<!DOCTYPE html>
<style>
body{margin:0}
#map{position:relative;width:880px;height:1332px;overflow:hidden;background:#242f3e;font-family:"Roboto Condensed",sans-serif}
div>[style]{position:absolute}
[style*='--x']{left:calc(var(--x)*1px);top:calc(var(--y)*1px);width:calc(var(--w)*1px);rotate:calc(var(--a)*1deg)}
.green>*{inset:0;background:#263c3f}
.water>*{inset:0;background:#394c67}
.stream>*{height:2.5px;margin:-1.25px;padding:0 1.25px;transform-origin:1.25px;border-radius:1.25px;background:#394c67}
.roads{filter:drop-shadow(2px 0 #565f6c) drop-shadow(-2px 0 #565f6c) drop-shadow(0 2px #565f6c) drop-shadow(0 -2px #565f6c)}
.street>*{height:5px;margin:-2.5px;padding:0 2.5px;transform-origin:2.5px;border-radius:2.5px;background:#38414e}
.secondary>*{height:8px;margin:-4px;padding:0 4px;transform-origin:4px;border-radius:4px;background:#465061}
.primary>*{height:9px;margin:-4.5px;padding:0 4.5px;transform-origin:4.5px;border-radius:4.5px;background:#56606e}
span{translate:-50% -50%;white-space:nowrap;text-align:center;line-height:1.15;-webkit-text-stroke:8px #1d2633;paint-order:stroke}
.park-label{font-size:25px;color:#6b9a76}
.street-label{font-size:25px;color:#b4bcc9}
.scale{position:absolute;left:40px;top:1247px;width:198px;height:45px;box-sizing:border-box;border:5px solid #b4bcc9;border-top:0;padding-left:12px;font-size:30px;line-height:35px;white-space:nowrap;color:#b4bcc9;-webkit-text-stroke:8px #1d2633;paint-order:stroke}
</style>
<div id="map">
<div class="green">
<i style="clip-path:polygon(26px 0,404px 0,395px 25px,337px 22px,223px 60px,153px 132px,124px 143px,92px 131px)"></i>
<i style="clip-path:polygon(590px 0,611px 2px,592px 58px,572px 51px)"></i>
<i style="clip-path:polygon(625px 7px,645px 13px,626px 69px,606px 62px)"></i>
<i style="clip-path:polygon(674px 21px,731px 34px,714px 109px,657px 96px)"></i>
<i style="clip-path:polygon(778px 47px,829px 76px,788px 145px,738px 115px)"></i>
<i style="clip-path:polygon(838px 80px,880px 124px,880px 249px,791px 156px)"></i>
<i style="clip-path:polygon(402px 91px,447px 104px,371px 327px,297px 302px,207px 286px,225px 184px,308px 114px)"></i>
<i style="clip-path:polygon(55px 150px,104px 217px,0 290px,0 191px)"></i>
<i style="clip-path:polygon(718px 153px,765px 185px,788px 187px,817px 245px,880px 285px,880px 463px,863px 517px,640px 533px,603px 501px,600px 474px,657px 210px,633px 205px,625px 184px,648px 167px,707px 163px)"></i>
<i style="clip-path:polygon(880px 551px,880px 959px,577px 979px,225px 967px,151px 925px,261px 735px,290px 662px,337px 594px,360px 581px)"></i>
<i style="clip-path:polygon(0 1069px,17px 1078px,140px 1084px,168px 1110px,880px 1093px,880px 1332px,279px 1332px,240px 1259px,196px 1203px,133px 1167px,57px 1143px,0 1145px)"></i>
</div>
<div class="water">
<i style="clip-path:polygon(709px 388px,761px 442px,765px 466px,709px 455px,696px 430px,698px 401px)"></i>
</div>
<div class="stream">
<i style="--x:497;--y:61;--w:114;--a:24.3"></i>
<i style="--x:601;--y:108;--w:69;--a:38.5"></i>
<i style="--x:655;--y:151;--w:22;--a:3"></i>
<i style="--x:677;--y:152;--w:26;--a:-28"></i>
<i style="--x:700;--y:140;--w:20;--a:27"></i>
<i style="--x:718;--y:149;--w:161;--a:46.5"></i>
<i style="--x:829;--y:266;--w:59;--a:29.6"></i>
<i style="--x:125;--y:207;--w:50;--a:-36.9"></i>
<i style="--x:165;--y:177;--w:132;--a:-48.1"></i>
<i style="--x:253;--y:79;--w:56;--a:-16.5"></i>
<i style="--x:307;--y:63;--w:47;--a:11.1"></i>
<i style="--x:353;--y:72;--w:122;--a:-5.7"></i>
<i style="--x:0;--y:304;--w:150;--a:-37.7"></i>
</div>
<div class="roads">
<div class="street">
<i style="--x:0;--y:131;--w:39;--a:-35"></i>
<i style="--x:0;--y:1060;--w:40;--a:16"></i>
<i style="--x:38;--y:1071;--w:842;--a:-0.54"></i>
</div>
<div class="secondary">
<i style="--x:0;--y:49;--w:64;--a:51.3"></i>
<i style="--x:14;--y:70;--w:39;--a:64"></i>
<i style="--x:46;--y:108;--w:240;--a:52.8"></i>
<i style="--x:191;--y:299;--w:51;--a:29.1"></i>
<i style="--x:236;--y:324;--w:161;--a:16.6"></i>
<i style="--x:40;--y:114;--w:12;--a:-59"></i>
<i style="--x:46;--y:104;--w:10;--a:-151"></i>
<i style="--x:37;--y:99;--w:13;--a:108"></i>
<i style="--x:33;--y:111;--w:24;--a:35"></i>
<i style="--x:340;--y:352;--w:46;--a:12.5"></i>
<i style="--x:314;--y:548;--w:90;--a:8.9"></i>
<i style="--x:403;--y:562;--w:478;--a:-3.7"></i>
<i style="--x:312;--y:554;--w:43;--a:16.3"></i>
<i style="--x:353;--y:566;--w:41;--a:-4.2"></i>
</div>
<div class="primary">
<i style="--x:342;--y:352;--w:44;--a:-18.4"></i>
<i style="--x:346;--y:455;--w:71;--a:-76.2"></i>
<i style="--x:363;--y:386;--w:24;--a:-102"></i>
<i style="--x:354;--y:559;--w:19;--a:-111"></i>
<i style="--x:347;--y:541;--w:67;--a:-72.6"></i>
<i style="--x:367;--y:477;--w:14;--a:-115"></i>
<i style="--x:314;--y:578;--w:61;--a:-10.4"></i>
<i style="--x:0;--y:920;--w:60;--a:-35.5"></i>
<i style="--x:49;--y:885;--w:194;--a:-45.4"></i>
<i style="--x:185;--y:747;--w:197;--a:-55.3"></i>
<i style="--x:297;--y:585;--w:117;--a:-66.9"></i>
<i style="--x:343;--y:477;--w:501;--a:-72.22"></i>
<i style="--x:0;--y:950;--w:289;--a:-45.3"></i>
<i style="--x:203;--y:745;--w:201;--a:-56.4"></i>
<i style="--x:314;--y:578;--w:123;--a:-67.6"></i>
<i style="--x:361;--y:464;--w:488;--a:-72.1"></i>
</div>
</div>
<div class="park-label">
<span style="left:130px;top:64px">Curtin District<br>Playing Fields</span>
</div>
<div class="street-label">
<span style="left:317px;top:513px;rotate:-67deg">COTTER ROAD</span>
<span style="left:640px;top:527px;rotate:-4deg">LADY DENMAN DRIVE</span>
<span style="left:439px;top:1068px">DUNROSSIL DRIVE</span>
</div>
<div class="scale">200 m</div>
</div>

# Action item
Go through the records from the first line and copy each one exactly, ending after the line that contains "0 #565f6c) drop-shadow(-2px". Give nothing else.

# Output for this exercise
<!DOCTYPE html>
<style>
body{margin:0}
#map{position:relative;width:880px;height:1332px;overflow:hidden;background:#242f3e;font-family:"Roboto Condensed",sans-serif}
div>[style]{position:absolute}
[style*='--x']{left:calc(var(--x)*1px);top:calc(var(--y)*1px);width:calc(var(--w)*1px);rotate:calc(var(--a)*1deg)}
.green>*{inset:0;background:#263c3f}
.water>*{inset:0;background:#394c67}
.stream>*{height:2.5px;margin:-1.25px;padding:0 1.25px;transform-origin:1.25px;border-radius:1.25px;background:#394c67}
.roads{filter:drop-shadow(2px 0 #565f6c) drop-shadow(-2px 0 #565f6c) drop-shadow(0 2px #565f6c) drop-shadow(0 -2px #565f6c)}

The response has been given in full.